マンスリー・レポート No.85 (2008年1月)
活動会員のレポート
  青山学院高等部での初講義を終えて
  岡本おかもと 靖彦やすひこ(元 三井物産)
 

2007年春、ABICより青山学院高等部での初講義の講師募集があり、講義概要を記して応募したところ、先方から指名されたとの連絡を受けた。6月26日に「最近の世界における米国を考える」と題して講義を行なった。青山学院大学での講義経験はあるとはいえ、付属高等部へのABICからの講師派遣の嚆矢となるため、不安と緊張感を持って2時限に亘る講義に臨んだが、3年生の男女生徒諸君約50名が終始熱心に耳を傾けてくれたので胸を撫で下ろした次第。
どんな講義を行なったかについては、小生がくどくど述べるよりも、後日送付されてきた生徒の赤裸々な感想文を読んでもらった方が良いと思われるので、以下にアトランダムにピックアップした6人分を紹介したい。
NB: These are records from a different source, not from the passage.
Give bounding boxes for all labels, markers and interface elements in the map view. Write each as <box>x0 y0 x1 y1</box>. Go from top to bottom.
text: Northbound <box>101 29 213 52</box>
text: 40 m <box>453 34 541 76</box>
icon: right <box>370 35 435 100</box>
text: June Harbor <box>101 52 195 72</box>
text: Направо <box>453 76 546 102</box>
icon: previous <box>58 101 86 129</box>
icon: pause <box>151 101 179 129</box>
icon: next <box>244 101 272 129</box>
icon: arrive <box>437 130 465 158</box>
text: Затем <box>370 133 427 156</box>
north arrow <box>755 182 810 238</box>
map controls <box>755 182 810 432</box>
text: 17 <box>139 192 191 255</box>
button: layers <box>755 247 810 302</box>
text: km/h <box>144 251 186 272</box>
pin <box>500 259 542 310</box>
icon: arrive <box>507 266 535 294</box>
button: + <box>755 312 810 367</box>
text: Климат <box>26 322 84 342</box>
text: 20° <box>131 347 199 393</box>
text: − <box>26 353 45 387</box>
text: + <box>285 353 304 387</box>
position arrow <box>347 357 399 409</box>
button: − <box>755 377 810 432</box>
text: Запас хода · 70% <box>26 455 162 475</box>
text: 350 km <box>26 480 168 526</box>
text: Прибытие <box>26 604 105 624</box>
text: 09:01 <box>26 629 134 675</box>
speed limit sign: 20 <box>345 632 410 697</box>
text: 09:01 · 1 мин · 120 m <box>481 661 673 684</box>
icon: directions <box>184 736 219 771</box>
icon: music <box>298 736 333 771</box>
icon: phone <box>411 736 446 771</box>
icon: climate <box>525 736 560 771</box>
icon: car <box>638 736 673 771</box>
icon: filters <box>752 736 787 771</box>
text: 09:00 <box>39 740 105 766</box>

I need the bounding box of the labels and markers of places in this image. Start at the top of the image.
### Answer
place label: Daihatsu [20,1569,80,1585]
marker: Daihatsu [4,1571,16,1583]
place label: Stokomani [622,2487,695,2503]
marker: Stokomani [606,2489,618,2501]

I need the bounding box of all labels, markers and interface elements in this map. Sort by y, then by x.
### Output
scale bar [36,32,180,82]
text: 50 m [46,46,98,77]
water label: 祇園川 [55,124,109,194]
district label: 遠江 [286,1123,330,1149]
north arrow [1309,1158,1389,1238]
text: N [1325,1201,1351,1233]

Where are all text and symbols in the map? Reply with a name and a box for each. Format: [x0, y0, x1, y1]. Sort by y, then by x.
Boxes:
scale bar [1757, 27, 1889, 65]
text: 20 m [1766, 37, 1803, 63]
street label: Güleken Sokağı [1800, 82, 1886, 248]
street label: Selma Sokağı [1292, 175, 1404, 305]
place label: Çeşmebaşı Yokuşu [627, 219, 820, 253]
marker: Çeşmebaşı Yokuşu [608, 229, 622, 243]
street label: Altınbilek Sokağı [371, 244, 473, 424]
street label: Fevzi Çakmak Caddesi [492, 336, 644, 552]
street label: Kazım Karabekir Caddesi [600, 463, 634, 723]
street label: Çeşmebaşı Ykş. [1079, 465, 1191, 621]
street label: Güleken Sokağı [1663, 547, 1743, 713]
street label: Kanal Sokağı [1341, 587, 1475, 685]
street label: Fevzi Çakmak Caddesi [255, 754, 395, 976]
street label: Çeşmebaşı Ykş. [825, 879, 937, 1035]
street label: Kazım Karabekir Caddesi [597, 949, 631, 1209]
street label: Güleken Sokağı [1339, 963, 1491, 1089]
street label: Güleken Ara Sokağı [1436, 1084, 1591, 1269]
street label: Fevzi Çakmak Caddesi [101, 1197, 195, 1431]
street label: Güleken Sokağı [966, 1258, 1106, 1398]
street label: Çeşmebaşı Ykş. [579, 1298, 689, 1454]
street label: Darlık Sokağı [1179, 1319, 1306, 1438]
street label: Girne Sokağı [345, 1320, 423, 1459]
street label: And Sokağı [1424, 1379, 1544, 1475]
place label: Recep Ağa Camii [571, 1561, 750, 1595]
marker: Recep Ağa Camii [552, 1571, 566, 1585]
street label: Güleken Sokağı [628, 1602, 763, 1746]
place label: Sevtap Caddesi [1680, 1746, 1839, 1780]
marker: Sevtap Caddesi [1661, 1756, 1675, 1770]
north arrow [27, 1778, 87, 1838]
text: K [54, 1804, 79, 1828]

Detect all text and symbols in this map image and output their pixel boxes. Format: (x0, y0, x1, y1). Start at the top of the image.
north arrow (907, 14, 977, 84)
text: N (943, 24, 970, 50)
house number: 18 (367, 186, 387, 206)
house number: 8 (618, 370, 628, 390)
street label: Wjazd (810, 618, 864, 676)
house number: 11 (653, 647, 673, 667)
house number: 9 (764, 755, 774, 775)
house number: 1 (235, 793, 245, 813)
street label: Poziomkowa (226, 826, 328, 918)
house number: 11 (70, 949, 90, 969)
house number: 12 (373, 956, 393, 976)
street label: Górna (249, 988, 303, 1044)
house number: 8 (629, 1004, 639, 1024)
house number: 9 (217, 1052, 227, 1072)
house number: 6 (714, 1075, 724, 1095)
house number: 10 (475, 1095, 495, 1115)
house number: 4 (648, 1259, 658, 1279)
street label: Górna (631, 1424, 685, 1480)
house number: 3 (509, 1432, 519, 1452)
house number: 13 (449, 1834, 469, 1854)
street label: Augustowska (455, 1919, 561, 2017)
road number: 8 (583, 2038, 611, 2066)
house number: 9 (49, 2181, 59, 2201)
  • 「今の世界に与える米国の影響力、存在の大きさを改めて感じた。歴史的背景、外交など様々な視点から米国について考えることができた。また米国の成長過程を見ることで、現在のグローバリゼーション時代における世界の姿を考えるきっかけになった。一番印象に残ったのは、世界に様々な宗教・価値観が存在し、それを知ることは国際社会を理解する上で非常に重要であるという指摘だった。熱のこもった非常に有意義な講義であった。」
  • 「非常に興味深かった。力強い話し振りがすごく聞く側を引きつけて離さなかった。話もくわしくて判り易かった。米国の体制とイスラム諸国特にイラクの体制の違いがすごく興味深かった。米国が無理矢理にイラクに民主主義を強要しても、血縁主義のイラク社会にはなかなか受け入れられないだろうということを始めて知った。」
  • 「岡本さんの海外での実体験を踏まえた9・11事件の説明や米国の独立から現在までの歴史的経緯を解説してもらい、今までよりも米国をよりよく理解できたと思う。ぼう大な情報量の話であったが、判り易かった。“米国を縦と横の双方から理解しよう”という説明が具体的でよく判りました。授業は、とても熱く激しくてよかった。」
  • 「米国から中東までの社会的特徴などがよく判った。日本は石油の90%・LNGの22%を依存している中東イスラム社会のことをよく理解すべきことを知った。また、資本主義の勝利を予言したフランシス・フクヤマやイデオロギーの対立から文明の衝突の時代が来ることを予言したサミュエル・ハンチントンの話を聞き、両人はすごい人物だと思った。これからは単独行動主義よりも国際協調主義を重視し、世界各国が仲良くすることが重要であると思った。」
  • 「数字をたくさん出して、具体的な話をしてもらったので、とても判り易かった。最初は経済の話だったのに、気がついたら政治の話になって、流れがごく自然だった。講義を聞いて、米国のすごさやスケールの大きさを知ったが、何より、自分の知識量の少なさに驚いた。米国に対しては“経済大国”“軍事大国”“多民族国家”というあいまいなイメージしか抱いていなくて“何が”“どのように”という具体的な知識が抜け落ちていたが、それが埋められた気がする。また米国のみならず中東諸国など他国の文化を理解することが重要であると思った。」
  • 「とても熱い講義でした。普通の授業では得られないぐらい専門的で興味深い話が聞けてよかったと思う。縦と横の歴史で見る米国やイスラム社会に住む人々の根本的な考え方など、とてもためになる知識が得られたので、これからの政経などの授業に役立てたいと思う。」

大学と同様、高校においても、われわれ商社マンOBによる長年の国内外での豊富かつ貴重な体験談に基づくリアルな講義が、聴講者に普段の授業からは得られない驚嘆と感動を与えるものと思われる。青山学院においても、高校から大学まで一気通貫でABIC講座が継続的に常設されることを祈って止まない。